Die Provinz Idlib gilt als letzte Hochburg der Rebellen, unter denen die al-Qaida-nahe Allianz Hayat Tahrir al-Sham jetzt den Ton angibt. Das Regime hatte 2013 nach einem Giftgasangriff im Raum Damaskus mit 1400 Toten seine Chemiewaffenbestände an internationale Kontrolleure ausgehändigt. Trotzdem gab es später immer wieder vereinzelte Angriffe, meist mit Chlorgas, unter anderem in der Schlacht um Aleppo. Diese Chemikalie fällt nicht unter das internationale Verbot, weil sie verbreitet zivil gebraucht wird, etwa zur Trinkwasseraufbereitung.

 

4,7 Milliarden Dollar für Hilfe benötigt

Auf der Konferenz in Brüssel betonte der für humanitäre Hilfe zuständige EU-Kommissar, Christos Stylianides, es sei die moralische Pflicht der internationalen Gemeinschaft, ihrer Verantwortung gegenüber dem syrischen Volk nachzukommen. „Nur eine politische Lösung kann das Leid beenden“, erklärte er und kritisierte die Behinderung der Helfer durch die Kriegsparteien.

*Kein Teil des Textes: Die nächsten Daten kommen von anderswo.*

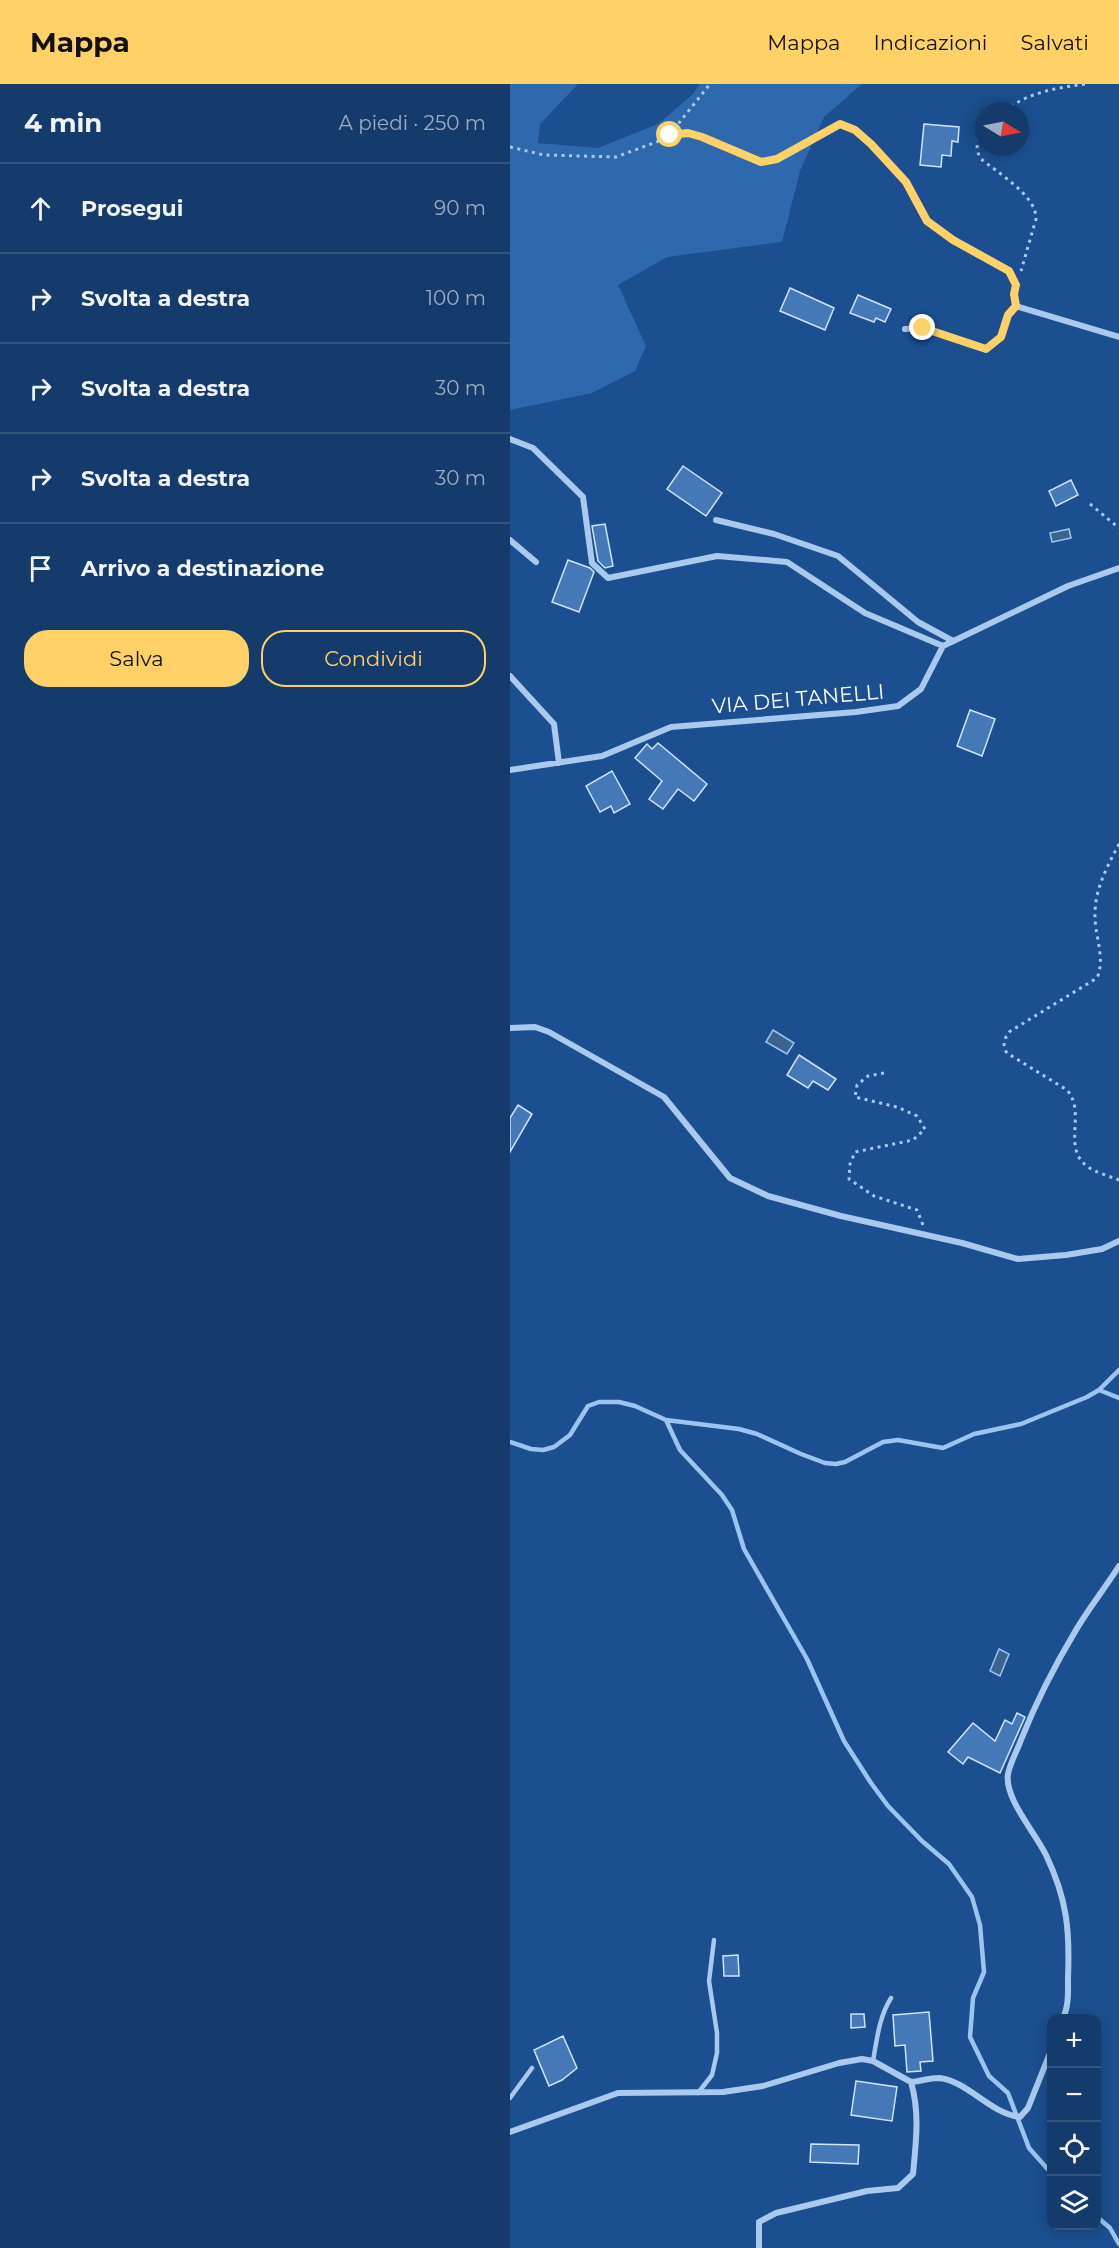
<!DOCTYPE html>
<html lang="it">
<meta charset="utf-8">
<style>
body{margin:0;font-family:Montserrat,sans-serif;background:#214673;color:#f1f3f6}
.controls{position:absolute;right:18px;bottom:18px;display:grid;overflow:hidden;border-radius:12px;box-shadow:0 3px 15px #0003}
.controls button{width:54px;height:54px;display:grid;place-items:center;padding:0;border:0;border-bottom:2px solid #33557e;background:#143b6b;color:#f1f3f6;font:30px sans-serif}
.compass{position:absolute;left:465px;top:18px;width:54px;height:54px;border-radius:50%;background:#143b6b;box-shadow:0 3px 15px #0003;rotate:100deg}
.stop{position:absolute;width:18px;height:18px;margin:-14px;border:4px solid #ffd166;border-radius:50%;background:#fff}
.stop.end{background:#ffd166;border-color:#fff;box-shadow:0 2px 6px #0008}
.list{margin:0;padding:0;list-style:none}
h2{display:flex;justify-content:space-between;align-items:center;height:78px;margin:0;padding:0 24px;font-size:26px}
h2 small{font-size:20px;font-weight:400;color:#9dadc1}
.list li{display:grid;grid-template-columns:39px 1fr auto;gap:18px;align-items:center;box-sizing:border-box;height:90px;padding:0 24px;border-top:2px solid #33557e}
.list b{display:block;font-size:22px;white-space:nowrap}
.list em{font-size:20px;font-style:normal;color:#9dadc1}
.actions{display:flex;gap:12px;padding:18px 24px}
.actions a{flex:1;padding:14px 0;border:2px solid #ffd166;border-radius:24px;text-align:center;font-size:21px;color:#ffd166}
.actions .main{background:#ffd166;color:#111}
.icon{flex:none;width:33px;height:33px;fill:none;stroke:currentColor;stroke-width:2;stroke-linecap:round;stroke-linejoin:round}
.map{position:relative;flex:none;width:609px;height:2164px;overflow:hidden}
header{display:flex;align-items:center;gap:36px;box-sizing:border-box;height:84px;padding:0 30px;background:#ffd166;color:#111}
header strong{font-size:28px}
nav{display:flex;gap:33px;margin-inline-start:auto;font-size:21px}
main{display:flex}
aside{flex:1;background:#143b6b}
.map>svg:first-child{display:block}
.green{fill:#2e69ad}
.water{fill:#3c6290;stroke:#9cc4f0;stroke-width:1.5}
.lines{fill:none;stroke-linecap:round;stroke-linejoin:round}
.stream{stroke:#9cc4f0;stroke-width:4.5}
.building{fill:#4478b7;stroke:#cfe3fa;stroke-width:1.5}
.path{stroke:#a9c9ee;stroke-width:3;stroke-dasharray:3 4.5;stroke-linecap:butt}
.lane{stroke:#a9c9ee;stroke-width:4.5}
.street{stroke:#a9c9ee;stroke-width:6}
.route{stroke:#ffd166;stroke-width:8}
.labels{text-anchor:middle;stroke-width:6;stroke-linejoin:round;paint-order:stroke}
.street-label{font-size:21px;fill:#fff;stroke:#1b4f8f}
</style>
<header>
<strong>Mappa</strong>
<nav><a>Mappa</a><a>Indicazioni</a><a>Salvati</a></nav>
</header>
<main>
<aside>
<h2>4 min<small>A piedi · 250 m</small></h2>
<ul class="list">
<li><svg class="icon" aria-label="ahead" viewBox="0 0 24 24"><path d="M12 20V5M6 11l6-6 6 6"/></svg><div><b>Prosegui</b></div><em>90 m</em></li>
<li><svg class="icon" aria-label="right" viewBox="0 0 24 24"><path d="M7 20v-9h11M14 6l5 5-5 5"/></svg><div><b>Svolta a destra</b></div><em>100 m</em></li>
<li><svg class="icon" aria-label="right" viewBox="0 0 24 24"><path d="M7 20v-9h11M14 6l5 5-5 5"/></svg><div><b>Svolta a destra</b></div><em>30 m</em></li>
<li><svg class="icon" aria-label="right" viewBox="0 0 24 24"><path d="M7 20v-9h11M14 6l5 5-5 5"/></svg><div><b>Svolta a destra</b></div><em>30 m</em></li>
<li><svg class="icon" aria-label="arrive" viewBox="0 0 24 24"><path d="M6 21V4h12l-3 4 3 4H6"/></svg><div><b>Arrivo a destinazione</b></div></li>
</ul>
<div class="actions"><a class="main">Salva</a><a>Condividi</a></div>
</aside>
<div class="map">
<svg width="609" height="2164" viewBox="0 0 609 2164">
<rect width="100%" height="100%" fill="#1b4f8f"/>
<path class="green" d="M0,0H68L30,40L28,59L88,64L148,40L182,11L190,0H352L314,33L290,87L272,158L157,173L108,201L136,262L125,287L82,309L0,326Z"/>
<path class="water" d="M559,445L561,454L542,458L540,449Z
M263,946L284,959L277,970L256,958Z
M489,1565L499,1570L490,1592L480,1587Z"/>
<g class="lines">
<path class="stream" d="M589,1306L609,1314
M156,1336L170,1366L212,1411L222,1426L234,1465L297,1575L334,1657L361,1699L378,1722L412,1757L439,1780L462,1813L470,1841L474,1888L463,1914L460,1953L479,1992L498,2009L519,2064L542,2090
M0,1358L21,1365L33,1366L44,1363L60,1351L78,1322L89,1318H109L125,1322L156,1336L229,1345L247,1350L291,1370L315,1379L326,1380L335,1378L373,1358L388,1356L433,1364L464,1350L511,1340L577,1313L589,1306L609,1286
M586,2132L600,2144L609,2160"/>
</g>
<path class="building" d="M414,40L449,43L448,58L442,57L441,72L432,71L431,83L410,81Z
M280,204L324,224L315,246L270,227Z
M348,211L381,225L375,238L366,234L364,238L340,229Z
M173,382L212,409L196,432L157,405Z
M561,396L568,411L546,422L539,407Z
M95,440L103,482L95,484L88,477L82,442Z
M58,476L80,484L84,488L69,528L42,518Z
M460,626L485,635L472,672L447,662Z
M148,659L197,700L184,717L168,705L153,725L139,715L152,697L125,674L137,660L142,665Z
M102,687L120,720L104,729L101,722L90,728L76,702Z
M289,971L326,995L318,1006L303,997L298,1004L277,991Z
M8,1021L22,1030L0,1068V1034Z
M507,1629L515,1633L490,1689L458,1673L453,1680L438,1668L463,1639L485,1657L495,1636L502,1640Z
M228,1871L229,1892H214L213,1872Z
M419,1928L423,1977L410,1978L411,1987L397,1988L395,1961L385,1962L383,1931Z
M341,1930H354L355,1943L341,1944Z
M53,1952L67,1984L52,1996L39,2002L24,1966Z
M346,1997L387,2003L382,2037L341,2031Z
M301,2060L349,2061L348,2080L300,2078Z"/>
<g class="lines">
<path class="path" d="M495,27C518,8 547,4 575,0
M474,48C466,57 465,65 471,75C488,89 527,112 526,135L511,187
M160,51L179,49L192,53L251,78L267,75L330,40L345,47L367,66
M0,63L34,71L106,73L157,54L200,0
M580,420L609,444
M609,760C598,781 585,804 585,830C584,850 596,874 587,894L499,948C494,955 492,962 497,969L557,1006C577,1029 551,1064 578,1083C587,1089 599,1092 609,1096
M374,989L358,992L347,1001L345,1013L387,1023L407,1032L415,1045L403,1056L345,1068L340,1080L339,1095L364,1112L407,1126L413,1141"/>
<path class="lane" d="M363,1977C367,1955 369,1933 381,1914
M188,2009L202,1991L207,1969V1949L199,1897L204,1856
M0,2014L22,1984"/>
<path class="street" d="M374,74L396,98L417,137L443,156L499,187L506,201L504,210L506,222
M506,222L609,253
M395,245L413,244L476,265L491,253L498,231L506,222
M0,355L23,364L73,413L82,479L98,494L207,472L277,478L355,529L433,562
M206,436L264,450L328,472L408,538L443,557
M0,456L26,478
M0,592L44,640L49,679
M0,686L92,672L161,643L346,628L388,622L411,605L433,562L558,502L609,484
M0,944L25,943L39,948L154,1013L220,1094L258,1112L331,1132L452,1159L508,1175L556,1171L592,1165L609,1157
M553,1934C559,1922 558,1907 558,1894C560,1846 557,1815 536,1771C525,1748 494,1714 498,1690C500,1679 507,1667 511,1656C526,1618 545,1581 566,1546C579,1524 595,1504 609,1482
M401,1998C410,1997 420,1994 429,1994C458,1997 479,2029 510,2033L518,2024L542,1964
M0,2048L108,2009L213,2008L253,2002L329,1979L352,1975L363,1977L401,1998C410,2029 406,2058 403,2090L388,2104L357,2107L266,2129L249,2138V2164"/>
</g>
<g class="lines">
<path class="route" d="M160,51L178,49L192,53L251,78L267,75L330,40L345,46L361,60L396,98L417,137L443,156L499,187L506,201L504,210L506,222L498,231L491,253L476,265L413,244"/>
</g>
<g class="labels">
<g class="street-label">
<text transform="translate(288 615) rotate(-5)" y="7">VIA DEI TANELLI</text>
</g>
</g>
</svg>
<div class="controls">
<button>+</button>
<button>−</button>
<button><svg class="icon" aria-label="locate" viewBox="0 0 24 24"><circle cx="12" cy="12" r="6"/><path d="M12 2v4M12 18v4M2 12h4M18 12h4"/></svg></button>
<button><svg class="icon" aria-label="layers" viewBox="0 0 24 24"><path d="M12 4l9 5-9 5-9-5zM3 14l9 5 9-5"/></svg></button>
</div>
<svg class="compass" viewBox="-18 -18 36 36"><path d="M0-13l5 13h-10z" fill="#e53935"/><path d="M0 13l5-13h-10z" fill="#9dadc1"/></svg>
<div class="stop" style="left:160px;top:51px"></div>
<div class="stop end" style="left:413px;top:244px"></div>
</div>
</main>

Fünf Millionen Syrer sind in den nahöstlichen Nachbarländern als Flüchtlinge registriert. Weitere 600.000 leben daheim in Hungerenklaven eingeschlossen, die meisten belagert von Truppen der Regierung. Für 2017 braucht das UN-Flüchtlingshilfswerk mindestens 4,7 Milliarden Dollar, von denen bisher erst neun Prozent eingezahlt wurden.

 

„Assad ist eine politische Realität“

Überschattet wurde das Treffen in Brüssel von der Kontroverse über das Schicksal von Präsident Assad. „Im Hinblick auf Assad existiert eine politische Realität, die wir anerkennen müssen“, hat zuletzt der Sprecher des Weißen Hauses, Sean Spicer, erklärt. Sein langfristiger Status werde von den Syrern bestimmt, sagte US-Außenminister Rex Tillerson in Ankara. Dagegen bekräftigten die EU-Außenminister, ein Syrien mit Assad an der Spitze sei unmöglich. US-UN-Botschafterin Niki Haley unterstrich, die USA wollten sich darauf konzentrieren, im Verein mit Russland und der Türkei eine politische Lösung zu erreichen. Wenig später allerdings relativierte sie ihre Äußerung zu Assad und nannte den syrischen Potentaten „Kriegsverbrecher“.

Washington will sich künftig offenbar auf den Krieg gegen den Islamischen Staat konzentrieren. US-Einheiten sind mit kurdischen YPG-Milizen und syrisch-arabischen Rebellenverbänden auf acht Kilometer vor die IS-Hauptstadt Raqqa herangerückt. Die Offensive gegen die 300.000-Einwohner-Stadt soll beginnen, sobald Raqqa umzingelt ist.